Since the free schools programme was first announced in 2010, we at the British Humanist Association have been seriously concerned that it is a particularly attractive prospect for creationist, pseudoscientific and fundamentalist groups to set up schools with freedoms and a lack of scrutiny not previously possible in the state-funded school sector.

The consequence is that there are now several groups running schools that previously would not have been able to – Al-Madinah free school in Derby simply being the latest example to come to prominence.

The reasons for this attractiveness are obvious: first of all, groups apply to the central government, which decides which applications to back before even announcing who the applicants are. This democratic deficit is extremely concerning. In the past the government refused to ever announce the names of unsuccessful applicants, but we took them to the Information Tribunal over that and thankfully it has now changed.

Secondly, local authorities do not have a role in the application process, which means less scrutiny as well. The amount of government scrutiny of free school applications has improved a lot over the years (the reports that they have drafted in counter-extremism experts from the Home Office are true: we've met them) but it's still difficult for one body to try and simultaneously evaluate hundreds of school applications from across the country in a way that is not a problem when local authorities are overseeing a single local competition. And so for all the government's good intentions, some groups still sneak through.

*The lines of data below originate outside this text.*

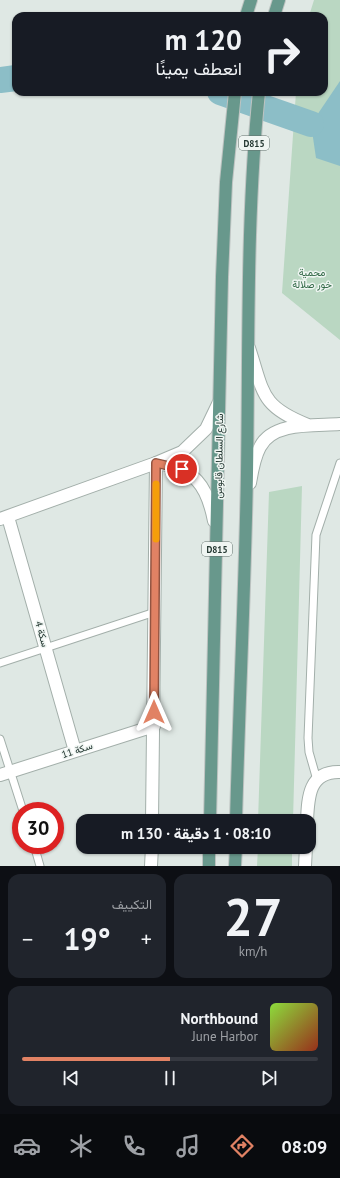 <!DOCTYPE html>
<html lang="ar">
<head>
<meta charset="utf-8">
<style>
	:root { --surface:#171b24; --page:#20242c; --text:#f1f3f6; --muted:#9ea1a6; --line:#363941; --accent:#e18264 }
	body { margin:0; font-family:"PT Sans",Vazirmatn,sans-serif; background:var(--page); color:var(--text); direction:rtl; height:100vh; display:flex; flex-direction:column; font-size:15px; white-space:nowrap }
	* { box-sizing:border-box; margin:0 }
	p { font-size:13px; color:var(--muted) }
	.icon { flex:none; width:22px; height:22px; fill:none; stroke:currentColor; stroke-width:2; stroke-linecap:round; stroke-linejoin:round }
	.map { position:relative; height:866px; overflow:hidden; direction:ltr }
	.sheet { display:flex; flex-direction:column; gap:8px; padding:8px; background:#0d0f14; flex:1 }
	.sheet>* { flex:none }
	.hud { position:absolute; left:12px; top:12px; width:316px; height:84px; border-radius:12px; box-shadow:0 1px 3px #0004; direction:rtl; background:#171b24; color:var(--text); overflow:hidden }
	.speed { position:absolute; left:12px; top:802px; display:flex; gap:8px; font-size:20px; font-weight:700; text-align:center }
	.speed>* { display:grid; place-content:center; width:52px; height:52px; border-radius:50%; background:var(--surface); box-shadow:0 1px 3px #0004; line-height:1 }
	.speed .limit { border:6px solid #d22; background:#fff; color:#111 }
	.pin { position:absolute; display:grid; place-items:center; width:34px; height:34px; color:#fff; margin:-17px; border:2px solid #fff; border-radius:50%; box-shadow:0 1px 4px #0007 }
	.me { position:absolute; width:44px; margin:-22px; rotate:0deg; stroke-linejoin:round; filter:drop-shadow(0 0 3px #0008) }
	.turn { display:flex; align-items:center; gap:14px; height:84px; padding:0 20px; font-size:18px }
	.turn .icon { width:52px; height:52px; stroke-width:2.5 }
	.turn b { display:block; font-size:28px; line-height:34px }
	.big { font-size:30px; font-weight:800; line-height:1.1 }
	.sheet .card { flex:1; display:flex; flex-direction:column; justify-content:center; gap:6px; min-width:0; padding:0 14px; border-radius:12px; background:var(--page) }
	.sheet .dial { align-items:center; gap:0 }
	.dial b { font-size:52px; line-height:1 }
	.song { display:flex; align-items:center; gap:12px }
	.cover { width:48px; height:48px; border-radius:6px; background:linear-gradient(135deg,hsl(90 70% 55%),hsl(10 70% 35%)) }
	.played { height:4px; border-radius:2px; background:linear-gradient(90deg,var(--accent) 50%,var(--line) 50%) }
	.keys { display:flex; justify-content:space-around; direction:ltr }
	.heat { display:flex; justify-content:space-between; align-items:center; font-size:22px; direction:ltr }
	.sheet .tiles { flex:1; display:grid; gap:8px; grid-template-columns:1fr 1fr }
	.card:last-child { grid-column:span 2 }
	.trip { position:absolute; left:76px; top:814px; width:240px; height:40px; border-radius:12px; background:var(--surface); box-shadow:0 1px 3px #0004; font-weight:800; line-height:40px; text-align:center; direction:rtl }
	.tabs { display:flex; height:64px; justify-content:space-around; align-items:center; background:#090b0e; color:var(--muted) }
	.tabs .icon { width:28px; height:28px }
	.tabs .selected { color:var(--accent) }
	.tabs b { font-size:18px; color:var(--text) }
	.map>svg:first-child { display:block }
</style>
</head>
<body>
<div class="map">
<svg width="340" height="866" viewBox="0 0 340 866">
	<rect width="100%" height="100%" fill="#dfe8e4"/>
	<path fill="#bad7c2" d="M314,0H340V340L282,293L296,92H324V16H309Z
		M302,486L293,821H258L269,492Z
		M258,847H292V866H257Z"/>
	<path fill="#8cbec7" d="M340,81V166L316,158L311,124Z"/>
	<g fill="none" stroke-linecap="round" stroke-linejoin="round">
		<path stroke="#8cbec7" stroke-width="26" d="M0,80L16,78
			M220,92L311,124"/>
		<defs>
			<path id="service" d="M0,663L155,612
				M0,739L23,811
				M317,780L309,752L308,738L316,535L340,463
				M34,845L40,866"/>
			<path id="minor" d="M8,517L75,751
				M0,775L154,726
				M152,821L156,463
				M151,866L152,847"/>
			<path id="tertiary" d="M249,348C264,393 260,406 308,425
				M157,463C195,469 207,485 214,521
				M250,483C252,471 254,458 260,447C273,421 316,426 340,424
				M0,519L156,463L182,452L206,429L219,402
				M307,821C308,797 309,771 340,772
				M305,866L306,847"/>
			<path id="primary" d="M246,16L251,0
				M274,16L279,0
				M210,821L222,277L226,182L235,92
				M236,821C239,705 245,589 247,473C249,346 246,218 259,92
				M209,866V847
				M235,866L236,847"/>
		</defs>
		<use href="#service" stroke="#a3afaa" stroke-width="9"/>
		<use href="#minor" stroke="#a3afaa" stroke-width="14"/>
		<use href="#tertiary" stroke="#a3afaa" stroke-width="14"/>
		<use href="#primary" stroke="#bdc3c1" stroke-width="14"/>
		<use href="#service" stroke="#fff" stroke-width="7"/>
		<use href="#minor" stroke="#fff" stroke-width="12"/>
		<use href="#tertiary" stroke="#fff" stroke-width="12"/>
		<use href="#primary" stroke="#68988c" stroke-width="12"/>
	</g>
	<g fill="none" stroke-linecap="round" stroke-linejoin="round">
		<defs>
			<path id="route" d="M154,712L156,463L182,469"/>
		</defs>
		<use href="#route" stroke="#925441" stroke-width="10"/>
		<use href="#route" stroke="#e18264" stroke-width="7"/>
		<path stroke="#f59e0b" stroke-width="7" d="M156,539V484"/>
	</g>
	<g text-anchor="middle" dominant-baseline="central" stroke-width="3" stroke-linejoin="round" paint-order="stroke">
		<g fill="#eff5f2" stroke="#606f6a" stroke-width="1">
			<rect x="239" y="136" width="30" height="14" rx="3"/>
			<rect x="202" y="542" width="30" height="14" rx="3"/>
		</g>
		<g font-size="9" font-weight="bold" fill="#223630">
			<text x="254" y="143">D815</text>
			<text x="217" y="549">D815</text>
		</g>
		<g font-size="10" fill="#316846" stroke="#eff5f2">
			<text x="312" y="272">محمية<tspan x="312" dy="12">خور صلالة</tspan></text>
		</g>
		<g font-size="10" fill="#223630" stroke="#eff5f2">
			<text transform="translate(219 456) rotate(-89)">شارع السلطان قابوس</text>
			<text transform="translate(42 634) rotate(74)">سكة 4</text>
			<text transform="translate(77 750) rotate(-18)">سكة 11</text>
		</g>
	</g>
</svg>
<div class="speed"><div class="limit">30</div></div>
<div class="pin" style="left:182px;top:469px;background:#d93025"><svg class="icon" aria-label="arrive" viewBox="0 0 24 24"><path d="M6 21V4h12l-3 4 3 4H6"/></svg></div>
<svg class="me" style="left:154px;top:712px" viewBox="-20 -20 40 40"><path d="M0-17L14 15 0 8-14 15z" fill="#e18264" stroke="#fff" stroke-width="4"/></svg>
<div class="trip">08:10 · 1 دقيقة · 130 m</div>
<div class="hud">
<div class="turn"><svg class="icon" aria-label="right" viewBox="0 0 24 24"><path d="M7 20v-9h11M14 6l5 5-5 5"/></svg><div><b>120 m</b>انعطف يمينًا</div></div>
</div>
</div>
<section class="sheet">
<div class="tiles">
<div class="card dial"><b>27</b><p>km/h</p></div>
<div class="card"><p>التكييف</p>
<div class="heat"><a>−</a><b class="big">19°</b><a>+</a></div>
</div>
<div class="card">
<div class="song"><i class="cover"></i><div><b>Northbound</b><p>June Harbor</p></div></div>
<div class="played"></div>
<div class="keys"><svg class="icon" aria-label="previous" viewBox="0 0 24 24"><path d="M18 5L8 12l10 7zM5 5v14"/></svg><svg class="icon" aria-label="pause" viewBox="0 0 24 24"><path d="M8 5v14M16 5v14"/></svg><svg class="icon" aria-label="next" viewBox="0 0 24 24"><path d="M6 5l10 7-10 7zM19 5v14"/></svg></div>
</div>
</div>
</section>
<nav class="tabs">
<b>08:09</b>
<svg class="icon selected" aria-label="directions" viewBox="0 0 24 24"><path d="M12 3l9 9-9 9-9-9zM9 14v-3h6M13 9l2 2-2 2"/></svg>
<svg class="icon" aria-label="music" viewBox="0 0 24 24"><path d="M9 18V5l10-2v13"/><circle cx="6" cy="18" r="3"/><circle cx="16" cy="16" r="3"/></svg>
<svg class="icon" aria-label="phone" viewBox="0 0 24 24"><path d="M5 4h4l2 5-3 2q2 4 5 5l2-3 5 2v4C11 20 4 13 5 4z"/></svg>
<svg class="icon" aria-label="climate" viewBox="0 0 24 24"><path d="M12 3v18M4 7l16 10M4 17L20 7"/></svg>
<svg class="icon" aria-label="car" viewBox="0 0 24 24"><path d="M5 17H2v-5l4-1 3-4h7l3 4 3 1v5h-3M9 17h6M6 11h13"/><circle cx="7" cy="17" r="2"/><circle cx="17" cy="17" r="2"/></svg>
</nav>
</body>
</html>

Thirdly, whereas maintained schools must follow the national curriculum, academies and free schools do not, and as a result groups who previously would not have been able to fit their teaching in with the requirements are now able to. Thankfully, in response to our campaigns the government has tightened the rules first to stop free schools teaching pseudoscience and secondly to require them to teach evolution.

But here the Al-Madinah example is very informative. The school's prospectus tells parents that "sensitive, inaccurate and potentially blasphemous material will be censored or removed completely… If and when teachers are required by the curriculum to convey teachings that are totally against Islam (Darwinism, for example), the director of Islamic Studies will brief the relevant teachers and advise accordingly". Clearly here the school is acknowledging that it must teach evolution but still committing to do what it can to fit in with its view that Darwinism runs contrary to Islam. Therefore serious scrutiny of applications needs to go alongside the rules.

The consequence of all of this is that there have been at least 60 free school applications since the programme started where we would have concerns about pseudoscience (with the same number again where we're really not sure), and a number of them have gained approval.

For example, last year a Christian free school that was previously a private school opened just months after we discovered a 'creation policy' on its website, seemingly setting out that both evolution and creationism would be taught as scientifically valid. The government failed to find this document.

The Maharishi opened a free school in 2011 and yet their movement and school promote beliefs in a 'unified field' which transcendental meditation uniquely helps pupils gain access to. Two Steiner free schools have opened with a third on the way, and yet state-funded Steiner schools have been found to give homeopathy to students and opt out of providing vaccinations.

Are these really suitable groups to be providing education to our children with state funding?

Richy Thompson is the faith schools and education campaigns officer at the British Humanist Association.